One way to avoid this problem is to switch to predictable names [1] for network interfaces. This scheme has a different set up problems, but those problems would not apply in our use case. The image is always deployed on the same hardware Gen 3 or Gen 4 and based on that it is known where the interfaces are and what they should be named. Thus, if the YAML config would write the interface names as predictable names and we switch the image build to use predictable names we can avoid the stated problem in the original posting. Instead of

interface: eth0

you would then have

interface: ens1

for example. If we switch to predictable names we do not need to make any changes to the initialization code or the YAML syntax to handle both Gen 3 and Gen 4 in a consistent way.

  1. Once modified, is the only option to reboot? Is there some way to dynamically re-read this file?

Yes

  1. How come the file is generated properly (100% of the time) on Gen3, but not on Gen4?

Luck

How can we modify the YAML to generate a correct file the first time so that the network is reachable after first boot?

We cannot the file you are listing is not touched by the initialization code. The initialization code only writes the ifcfg-eth* files. Those files determine how wicked brings up the interfaces.

[1] https://www.freedesktop.org/wiki/Software/systemd/PredictableNetworkInterfaceNames/

jeffaco commented 5 years ago

Ooh, shudder. I didn't realize this was such a sticky issue. This, by the way, is a high priority issue for us since it affects LI, which affects the bulk of our deployments. (We don't have VLI images yet anyway.)

I gave this issue a "bug" label because the network was not coming up properly. Please accept my apology if you don't consider it a bug.

I read over the posting on Predictable Network Interface Names, so I understand that much, at least. This will bleed over to customer visibility, and perhaps software (not sure), so I'll need to drag other folks in to weigh in on any potential solutions.

This is a general change in Gen4, so whatever we come up with should handle both LI and VLI, as both will be affected.

I had number of questions and some comments:

What we've done before in the past (what we were doing before SUSE-generated images):

  1. On first boot, the interfaces are named as something random. We fix this in the /etc/udev/rules.d/70-persistent-net.rules and reboot, which allows the network to come up.
  2. After that, we delete the /etc/udev/rules.d/70-persistent-net.rules file. But even with that file deleted, the network names are extremely consistent after that. I don't personally understand how this could be, unless udev writes to some other file allowing predictable ordering once the names are established (as long as underlying hardware doesn't change).
  3. Because ordering of interfaces are now consistent, we deploy the image with the removed /etc/udev/rules.d/70-persistent-net.rules file, and on first boot of that new image (on new hardware), the interface names are always correct. This, honestly, is a little beyond my understanding, but the network folks said this was so, so I believe them, even if I don't fully understand how it's so.
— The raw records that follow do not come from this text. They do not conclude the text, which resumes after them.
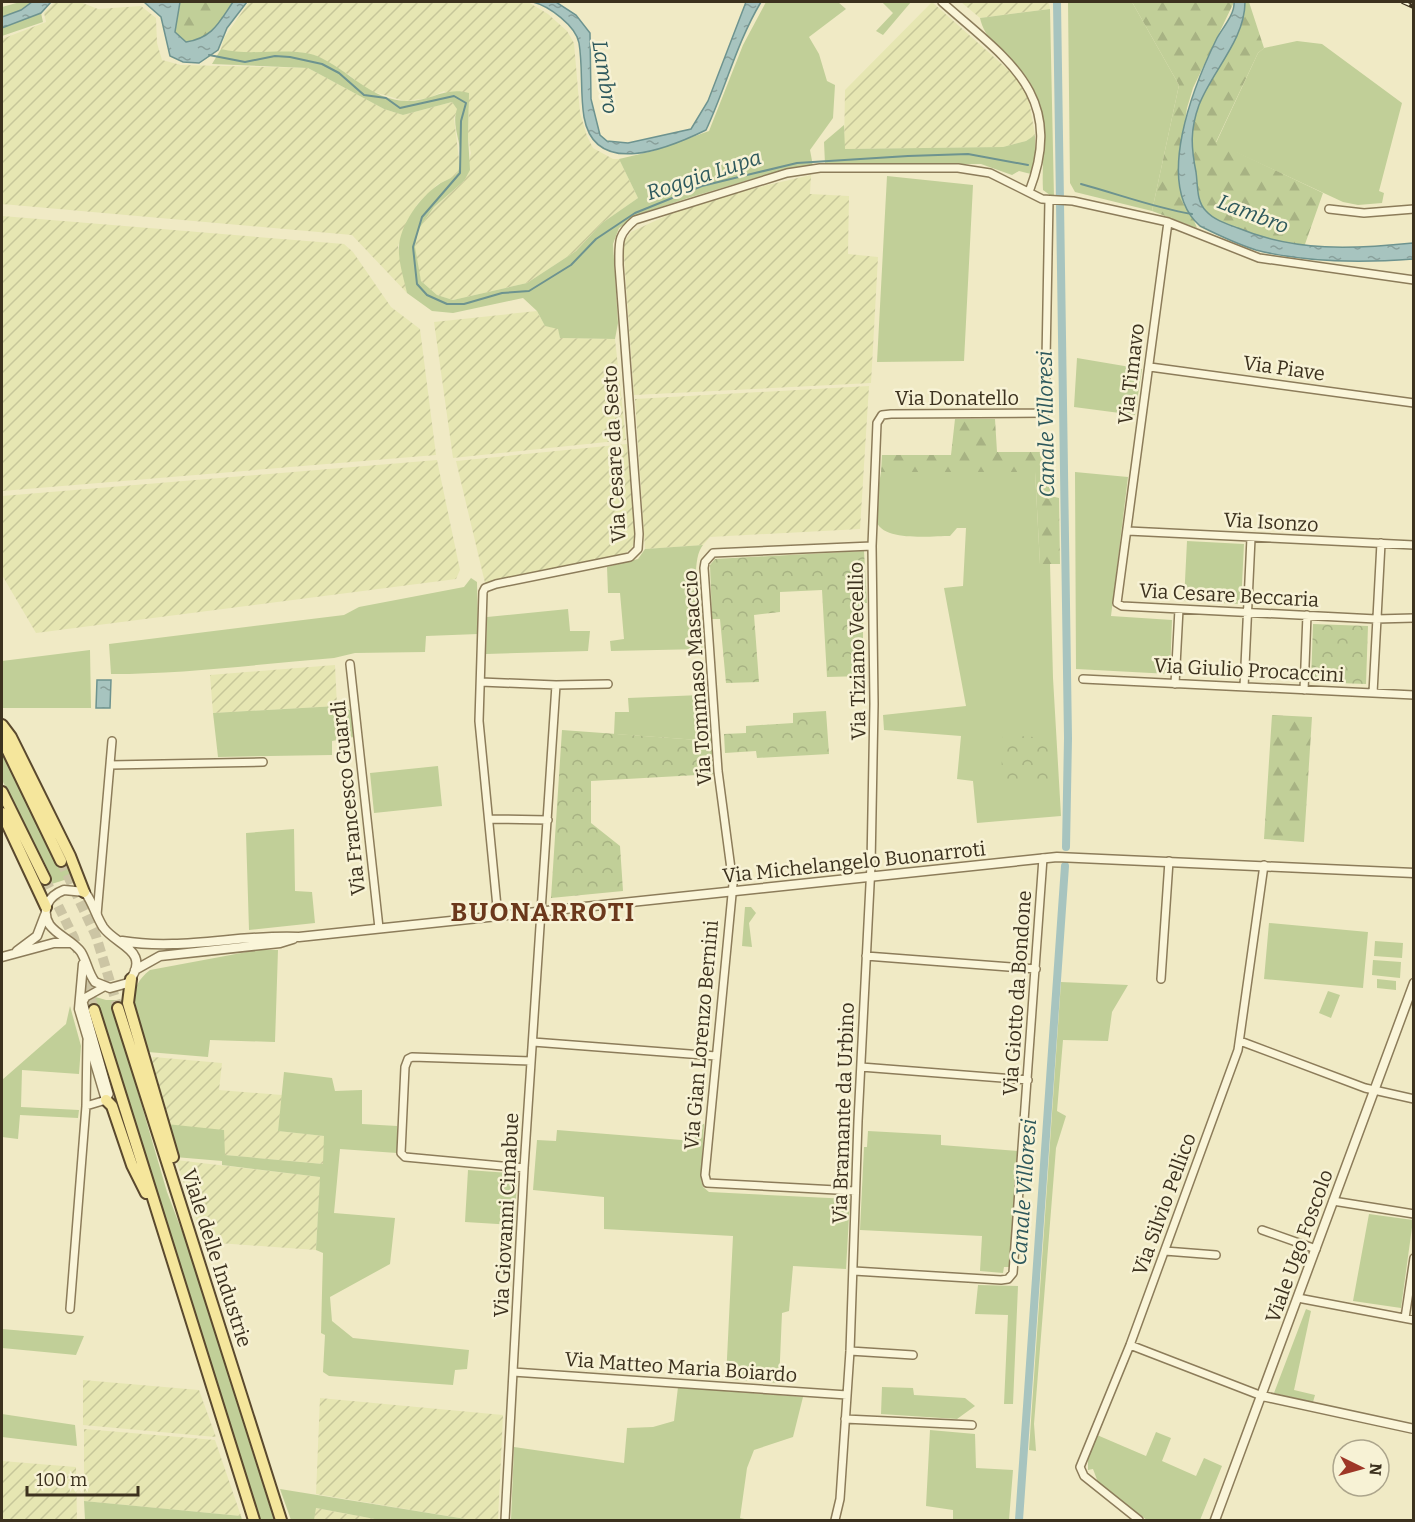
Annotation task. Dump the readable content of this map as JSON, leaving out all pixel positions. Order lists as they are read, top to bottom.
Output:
{
  "streets": {
    "main road": ["Viale delle Industrie"],
    "street": [
      "Via Piave",
      "Via Timavo",
      "Via Donatello",
      "Via Cesare da Sesto",
      "Via Isonzo",
      "Via Cesare Beccaria",
      "Via Tiziano Vecellio",
      "Via Giulio Procaccini",
      "Via Tommaso Masaccio",
      "Via Francesco Guardi",
      "Via Michelangelo Buonarroti",
      "Via Giotto da Bondone",
      "Via Gian Lorenzo Bernini",
      "Via Bramante da Urbino",
      "Via Silvio Pellico",
      "Via Giovanni Cimabue",
      "Viale Ugo Foscolo",
      "Via Matteo Maria Boiardo"
    ]
  },
  "crossings": [
    ["Via Piave", "Via Timavo"],
    ["Via Timavo", "Via Isonzo"],
    ["Via Timavo", "Via Cesare Beccaria"],
    ["Via Donatello", "Via Tiziano Vecellio"],
    ["Via Isonzo", "Via Cesare Beccaria"],
    ["Via Tiziano Vecellio", "Via Tommaso Masaccio"],
    ["Via Tiziano Vecellio", "Via Michelangelo Buonarroti"],
    ["Via Tiziano Vecellio", "Via Bramante da Urbino"],
    ["Via Tommaso Masaccio", "Via Michelangelo Buonarroti"],
    ["Via Tommaso Masaccio", "Via Gian Lorenzo Bernini"],
    ["Via Francesco Guardi", "Via Michelangelo Buonarroti"],
    ["Via Michelangelo Buonarroti", "Via Giotto da Bondone"],
    ["Via Michelangelo Buonarroti", "Via Gian Lorenzo Bernini"],
    ["Via Michelangelo Buonarroti", "Via Bramante da Urbino"],
    ["Via Michelangelo Buonarroti", "Via Silvio Pellico"],
    ["Via Michelangelo Buonarroti", "Via Giovanni Cimabue"],
    ["Via Giotto da Bondone", "Via Bramante da Urbino"],
    ["Via Gian Lorenzo Bernini", "Via Bramante da Urbino"],
    ["Via Bramante da Urbino", "Via Matteo Maria Boiardo"],
    ["Via Giovanni Cimabue", "Via Matteo Maria Boiardo"]
  ],
  "districts": ["BUONARROTI"],
  "water": ["Lambro", "Roggia Lupa", "Canale Villoresi"],
  "scale_bar": "100 m",
  "north": "right"
}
So, given all this, suggestions? How can we predictably tie the O/S interfaces to the network fabric interfaces if not using some common piece of information (i.e. mac address)?

rjschwei commented 5 years ago

Question: Does the interface name in the O/S really matter?

Yes and No

From software, other than configuring the network, does it matter what the name of the interface is?

No

Regarding interface name changes (i.e. ens1), this is customer visible

Yes, if the customer runs "ip a" or looks at /etc/sysconfig/network. I would not necessarily call this customer visible.

would a "quick reboot" suffice

Yes, a kexec will re-enumerate all the devices.

How can we predictably tie the O/S interfaces to the network fabric interfaces if not using some common piece of information (i.e. mac address)?

That's the problem predictable network interfaces solves, as implied by your question using "predictably". The interface on a given bus in a given slot always has the same name no matter in which order the interface is detected. Based on your explanation of UCS that would apply. UCS should apply the same configuration to a new blade, i.e. the same network interface with the same MAC shows up in the same position (bus and slot) on a new blade.

The "MAC address" while common knowledge is not anything the kernel uses. The kernel couldn't care less what the MAC address of a device is when an interface is first detected as present.

If we do not use predictable names and we add the MAC address to the YAML then we will end up in the following situation.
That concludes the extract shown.